According to the US Bureau of Labor Statistics, healthcare employment must increase by 30% this decade to meet current and emerging needs. Each year, there are 12,200 planned openings for Physician Assistants, 10,100 openings for Occupational Therapists, 15,600 for Physical Therapists and 15,200 for Speech Language Pathologists.

The pandemic was an unforeseen crisis. Schools closed or switched to blended learning, rehabilitation centers were temporarily closed, and long-term care and nursing facilities, as well as schools, banned outsiders. Speech-language pathology, respiratory therapy and occupational therapy students were denied clinical placements, without which they could not graduate and apply for a license.
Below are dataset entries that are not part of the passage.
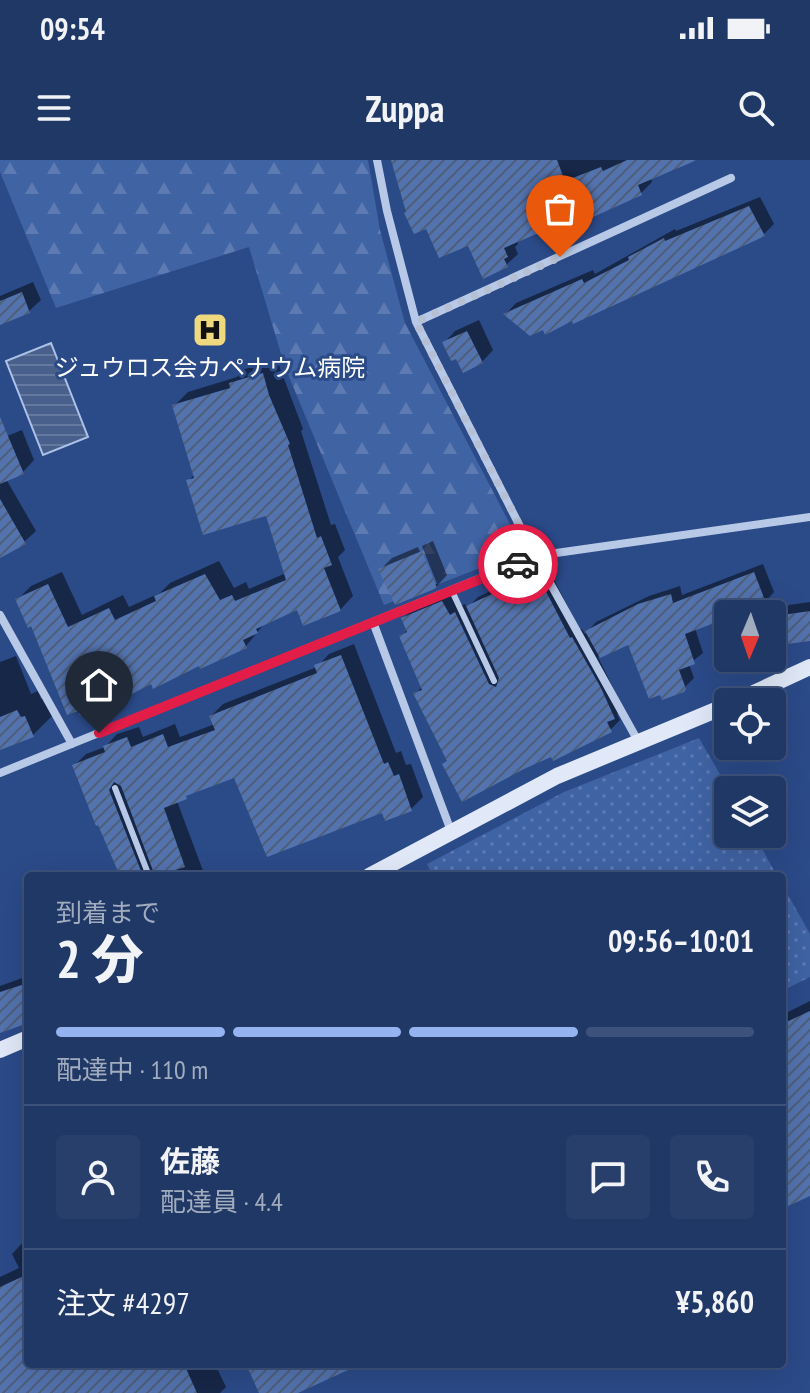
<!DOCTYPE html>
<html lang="ja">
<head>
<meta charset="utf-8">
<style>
  :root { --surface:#203866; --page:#283f6c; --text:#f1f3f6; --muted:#a2acbf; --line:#3d527a; --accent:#95b2f1 }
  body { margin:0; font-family:"PT Sans Narrow","Noto Sans JP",sans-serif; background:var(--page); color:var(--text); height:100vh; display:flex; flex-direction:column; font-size:30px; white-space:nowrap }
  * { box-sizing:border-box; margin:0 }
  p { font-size:26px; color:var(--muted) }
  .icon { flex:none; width:44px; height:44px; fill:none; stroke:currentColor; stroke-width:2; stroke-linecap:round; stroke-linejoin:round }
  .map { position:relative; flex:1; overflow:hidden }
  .details { position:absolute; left:24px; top:712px; width:762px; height:496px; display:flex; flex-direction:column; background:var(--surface); border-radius:8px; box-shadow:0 8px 32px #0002,0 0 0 2px var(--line) }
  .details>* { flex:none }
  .needle { width:52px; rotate:182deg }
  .fabs { position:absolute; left:714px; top:440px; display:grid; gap:16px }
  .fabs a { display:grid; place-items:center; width:72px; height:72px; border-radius:8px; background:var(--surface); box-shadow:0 8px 32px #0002,0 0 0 2px var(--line); font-size:40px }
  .pin { position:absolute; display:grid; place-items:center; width:68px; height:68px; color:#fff; margin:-82px -34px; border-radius:50% 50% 50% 0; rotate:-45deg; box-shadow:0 0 8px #0007 }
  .pin .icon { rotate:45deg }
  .courier { position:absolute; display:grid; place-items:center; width:80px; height:80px; margin:-40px; border:6px solid #e11d48; border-radius:50%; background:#fff; color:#222; box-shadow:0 2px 10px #0007 }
  .overview em { font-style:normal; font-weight:800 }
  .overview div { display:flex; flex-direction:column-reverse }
  .overview { display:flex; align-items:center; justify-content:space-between; height:136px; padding:0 32px }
  h1 { font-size:52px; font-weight:800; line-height:60px }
  .bar { display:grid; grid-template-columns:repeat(4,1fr); gap:12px 8px; align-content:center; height:96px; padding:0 32px }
  .bar i { height:10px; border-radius:6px; background:var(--line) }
  .bar .current { background:var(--accent) }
  .bar p { grid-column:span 4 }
  .line { display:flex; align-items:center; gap:20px; padding:0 32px; border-top:2px solid var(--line) }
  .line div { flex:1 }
  .round { display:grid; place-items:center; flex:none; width:84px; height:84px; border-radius:8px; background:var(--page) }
  .status { display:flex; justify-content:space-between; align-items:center; height:56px; padding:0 40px; background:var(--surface); direction:ltr }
  .status svg { height:22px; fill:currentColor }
  header { display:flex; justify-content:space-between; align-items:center; height:104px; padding:0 32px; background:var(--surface); font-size:36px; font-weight:800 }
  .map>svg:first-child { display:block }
</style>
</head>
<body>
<div class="status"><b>09:54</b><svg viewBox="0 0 49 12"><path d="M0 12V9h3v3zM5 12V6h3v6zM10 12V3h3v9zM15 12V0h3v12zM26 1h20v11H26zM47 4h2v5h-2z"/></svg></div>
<header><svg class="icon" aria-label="menu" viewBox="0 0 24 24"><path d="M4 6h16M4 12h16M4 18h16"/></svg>Zuppa<svg class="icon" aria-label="search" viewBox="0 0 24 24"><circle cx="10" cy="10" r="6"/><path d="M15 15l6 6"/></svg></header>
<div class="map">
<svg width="810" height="1233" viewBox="0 0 810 1233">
  <defs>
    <pattern id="forest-firs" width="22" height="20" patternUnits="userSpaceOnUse" patternTransform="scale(2)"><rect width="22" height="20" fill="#4063a4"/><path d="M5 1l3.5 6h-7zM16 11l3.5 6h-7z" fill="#5d7ab2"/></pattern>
    <pattern id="park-dots" width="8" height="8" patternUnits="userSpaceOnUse" patternTransform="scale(2)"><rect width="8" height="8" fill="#4063a4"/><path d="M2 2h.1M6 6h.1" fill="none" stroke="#5d7ab2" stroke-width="1.8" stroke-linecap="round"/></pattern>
    <pattern id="water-rules" width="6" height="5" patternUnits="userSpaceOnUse" patternTransform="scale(2)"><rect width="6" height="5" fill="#4a608c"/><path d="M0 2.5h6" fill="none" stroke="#65789d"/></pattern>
    <pattern id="building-hatch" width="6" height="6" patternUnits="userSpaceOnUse" patternTransform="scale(2)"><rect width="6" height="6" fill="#5373af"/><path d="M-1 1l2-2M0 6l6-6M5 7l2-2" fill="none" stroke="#4f5e79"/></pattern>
  </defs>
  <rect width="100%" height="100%" fill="#2b4a88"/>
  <path fill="url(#forest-firs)" d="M0,0H368L380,70L405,163L524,391L384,445L285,207L249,87L56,148L0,12Z"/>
  <path fill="url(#park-dots)" d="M699,578L729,630L728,674H754L777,716H433L427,704L564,632Z
    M782,724L810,774V817L782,831Z"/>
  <path fill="url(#water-rules)" stroke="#acc2e8" stroke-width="2" d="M51,183L88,277L43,295L6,201Z"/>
  <path fill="#0007" d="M394,0H692L651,18L652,22L641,33L588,57L576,69L552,65L517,80L518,84L515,87L518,94L506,105L469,83L427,66L408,52Z
    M760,37L774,64L764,74L573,158L544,168L506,154L516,143L593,110L595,114L675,69L676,71Z
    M33,122L41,140L29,151L0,163V136Z
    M479,160L493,190L482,202L457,196L444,183L455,171Z
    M277,200L303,269L301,271L331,365L335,364L345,390L338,397L353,436L340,450L298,447L265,463L246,486L152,521L32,464L17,440L31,426L62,412L82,455L123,435L129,447L160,433L170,423L219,401L234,428L246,422L249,429L286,413L267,353L188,321L195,314L175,245L188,232L237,217L245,209Z
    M22,270L34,300L23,312L6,319L36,371L24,382L0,396V279Z
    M433,381L447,415L436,427L381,409L392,398L418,387L433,424H437L422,386Z
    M763,404L774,432L765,442L695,468L703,493L689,504L694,518L682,530L629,482L598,497L623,548L617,554L620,560L610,570L551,595L449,600L415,534L422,527L402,476L408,469L403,458L413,449L452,433L460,446L465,444L467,448L478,437L543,406L544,409L548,408L580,470L582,469L585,474L596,462L649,436L680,426L682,435Z
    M810,442V479L778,457L789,445Z
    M354,484L396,593L401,591L406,605L411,604L423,637L411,649L383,650L235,615L192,631L177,641L205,716H115L120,711L74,606L86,594L105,587L117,574L139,567L143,577L175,564L180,577L215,564L211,556L223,544L317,507L329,494Z
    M16,496L31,534L38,531L41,539L45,537L53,555L33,575L0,588V502Z
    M28,816V861L0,871V826Z
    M810,841V1033L782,1047V855Z
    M28,1077V1204H215L226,1227L220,1233H0V1117L19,1108L12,1094Z"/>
  <path fill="url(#building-hatch)" d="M391,0H557L565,21L601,7L603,11L627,0H697L638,25L642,35L575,65L577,71L556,79L550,68L504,88L508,97L504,99L508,107L483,119L468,86L439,98L426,69L414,74L404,53L406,52Z
    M749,46L765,76L573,164L572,161L545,175L543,170L530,176L503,154L582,119L584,123L629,100L628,97L664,78L665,81Z
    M22,132L30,153L0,165V141Z
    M467,171L483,203L463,213L456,199L451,201L442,182Z
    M263,213L269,235L290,284L288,285L317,378L321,376L332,405L324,408L341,451L303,466L297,450L256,469L258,473L243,480L247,488L200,509L199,506L153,529L151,524L92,555L91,552L80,556L78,551L67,555L31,466L28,468L15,439L48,424L68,467L109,448L115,460L156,441L154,436L205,414L220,440L232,435L235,441L286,420L266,356L203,375L186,320L194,318L172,245L230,228L229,223Z
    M0,257L24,314L0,324Z
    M0,339L26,384L0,398Z
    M422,391L437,428L395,445L378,409Z
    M754,412L766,443L738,454H728V458L685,474L695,504L679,510L686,529L684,532L662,540L660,535L649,539L628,485L600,498L585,471L638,444L671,434L673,443Z
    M533,415L534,417L538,416L570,478L572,477L601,528L615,559L607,562L612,572L553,601L551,597L524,609L462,642L442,604L447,601L413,533L422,530L399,476L407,472L401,458L442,441L450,455L455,452L489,524L496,527L499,518L466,446Z
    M810,451V481L779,485L775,456Z
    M341,495L384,604L388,602L394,616L399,614L412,651L385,661L382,653L267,697L234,618L186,636L187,639L164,648L185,707L155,716L121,626L114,622L109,630L143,716H120L98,665L96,666L72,605L105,592L103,586L127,577L131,587L163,574L168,587L215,570L209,556L317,513L314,505Z
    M17,550L21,557L25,556L34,577L0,590V557Z
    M28,823V863L0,873V832Z
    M810,851V1036L782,1049V864Z
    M28,1114V1204H184L197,1233H0V1127Z
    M246,1204H361L298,1233H259Z"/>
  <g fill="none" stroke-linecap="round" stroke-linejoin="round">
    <path stroke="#b8c9e8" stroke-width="6" d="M452,431L494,521
      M115,628L149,716"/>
    <path stroke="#b8c9e8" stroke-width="8" d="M377,0L387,51L416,162L535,396L638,581
      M416,162L731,18
      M0,455L72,584
      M373,462L451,671
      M0,613L535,396L810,357"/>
    <path stroke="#e1e9f8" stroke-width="16" d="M734,542L810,507
      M369,716L557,616L728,545
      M0,890L28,878"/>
  </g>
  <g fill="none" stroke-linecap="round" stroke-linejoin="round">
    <path stroke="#b5c0d5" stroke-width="8" stroke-dasharray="0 14.4" d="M518,404L535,396L416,162L560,97"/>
    <path stroke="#e11d48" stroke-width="10" d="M99,573L518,404"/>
  </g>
  <defs>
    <symbol id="hospital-square" viewBox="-11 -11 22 22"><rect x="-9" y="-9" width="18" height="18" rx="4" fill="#eed97f" stroke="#2b4a88"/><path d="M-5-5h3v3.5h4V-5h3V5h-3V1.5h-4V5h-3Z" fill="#111"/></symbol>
  </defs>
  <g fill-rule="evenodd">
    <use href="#hospital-square" x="190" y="150" width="40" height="40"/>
  </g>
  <g text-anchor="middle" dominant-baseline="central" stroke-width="6" stroke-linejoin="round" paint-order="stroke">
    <g font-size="24" fill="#fff" stroke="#2b4a88">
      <text x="210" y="207">ジュウロス会カペナウム病院</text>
    </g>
  </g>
</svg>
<div class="fabs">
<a><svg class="needle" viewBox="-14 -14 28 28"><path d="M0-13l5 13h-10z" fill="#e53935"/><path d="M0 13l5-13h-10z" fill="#a2acbf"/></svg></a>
<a><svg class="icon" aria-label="locate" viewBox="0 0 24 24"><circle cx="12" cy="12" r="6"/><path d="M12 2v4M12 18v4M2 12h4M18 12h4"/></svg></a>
<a><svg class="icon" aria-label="layers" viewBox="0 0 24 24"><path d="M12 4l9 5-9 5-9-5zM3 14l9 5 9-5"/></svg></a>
</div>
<div class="pin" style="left:560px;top:97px;background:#ea580c"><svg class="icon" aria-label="bag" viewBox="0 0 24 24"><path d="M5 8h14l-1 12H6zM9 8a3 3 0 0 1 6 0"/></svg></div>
<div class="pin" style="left:99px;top:573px;background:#1f2937"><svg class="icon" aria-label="home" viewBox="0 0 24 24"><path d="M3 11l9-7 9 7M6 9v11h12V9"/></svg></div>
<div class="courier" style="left:518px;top:404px"><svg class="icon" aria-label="car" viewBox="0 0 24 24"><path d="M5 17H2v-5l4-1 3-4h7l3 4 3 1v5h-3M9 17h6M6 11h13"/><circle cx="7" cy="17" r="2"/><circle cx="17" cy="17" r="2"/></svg></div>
<section class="details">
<div class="overview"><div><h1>2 分</h1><p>到着まで</p></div><em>09:56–10:01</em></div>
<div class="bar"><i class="current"></i><i class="current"></i><i class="current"></i><i></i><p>配達中 · 110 m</p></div>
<div class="line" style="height:144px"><a class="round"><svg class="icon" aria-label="person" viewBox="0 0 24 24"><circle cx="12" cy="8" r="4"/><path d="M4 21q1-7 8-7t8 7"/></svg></a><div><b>佐藤</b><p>配達員 · 4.4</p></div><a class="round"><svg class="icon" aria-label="chat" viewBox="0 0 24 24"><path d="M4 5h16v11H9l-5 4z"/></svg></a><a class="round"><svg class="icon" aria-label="phone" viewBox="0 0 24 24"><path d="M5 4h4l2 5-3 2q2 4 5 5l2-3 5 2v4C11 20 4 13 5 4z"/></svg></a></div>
<div class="line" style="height:104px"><div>注文 #4297</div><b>¥5,860</b></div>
</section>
</div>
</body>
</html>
Even with sophisticated simulators for classroom instruction and excellent instructors, these students could not progress without the hands-on clinical placements and training required by national accreditors. They remained helpless as the health crisis worsened.

Connecticut needs to accelerate the pipeline of students pursuing these vocations. The challenge isn’t always in attracting students – usually there are more applicants than there are slots available in health education programs like the School of Health Professions at the Sacred Heart University, with over 800 students applying for 42 open slots in our PA program alone. But finding and retaining qualified and experienced faculty (due to retirements and attrition) and identifying the hands-on clinical training opportunities students need to graduate and earn their Licence.

That said, it’s not a level playing field. Respiratory therapists (RTs) came into the spotlight as the outbreak worsened; many patients with pulmonary trauma required respiratory support, intubation and prolonged rehabilitation. Although there are a limited number of RT training programs in Connecticut, many have openings. The lower average salaries in this field as well as the lack of financial support for training are dissuasive. And with the shortage of respiratory therapists, those currently employed are being required to work longer hours, making them more prone to job stress and burnout.

We cannot just snap our fingers and create new health professionals. But reaching out to minority communities and ensuring students receive the necessary STEM learning in high school should be a priority in Connecticut. We also need to make their college education affordable. Addressing these challenges will require marketing activities, scholarships and other longer-term financial incentives such as low-interest loans or loan forgiveness for these essential workers.

In addition to recruiting clinicians for teaching roles, we encourage associate degree workers to complete their BAs, MAs and Ed.Ds to help them move into more challenging clinical positions as well as supervisory and teaching roles. And we’re working with the state government to find solutions such as loan repayment programs for students applying for and working in high-demand healthcare professions.

Congratulations to the Connecticut Legislature for passing a bill allocating $35 million for scholarships and faculty at public institutions and the Council of Independent Colleges of Connecticut for healthcare and behavioral health workforces over the next two exercises. They also approved a program to oversee $11 million in loan repayments over the next three years for healthcare workers in high-demand areas. And an additional $3 million in grants has been set aside to help higher education institutions provide mental health support.

Motivated high school and college students and people considering new careers should be actively sought out for health vocations. Additionally, to help ease the drain on our current workforce, we need to focus on the stock market, personal and virtual care, loan repayment incentives, increased wages, and improved health. access to clinical rotations and practical training. This requires strengthened partnerships with regional health care systems, matching an adequate pool of talented students with clinical training.

This will not happen overnight, but it is essential to ensure that action is taken today to build the health professions workforce that we need now – and will have more and more needed in the years to come – to prevent our next big health care crisis.

Maura Daly Iversen is Dean of College of Health Professions at Sacred Heart University in Fairfield.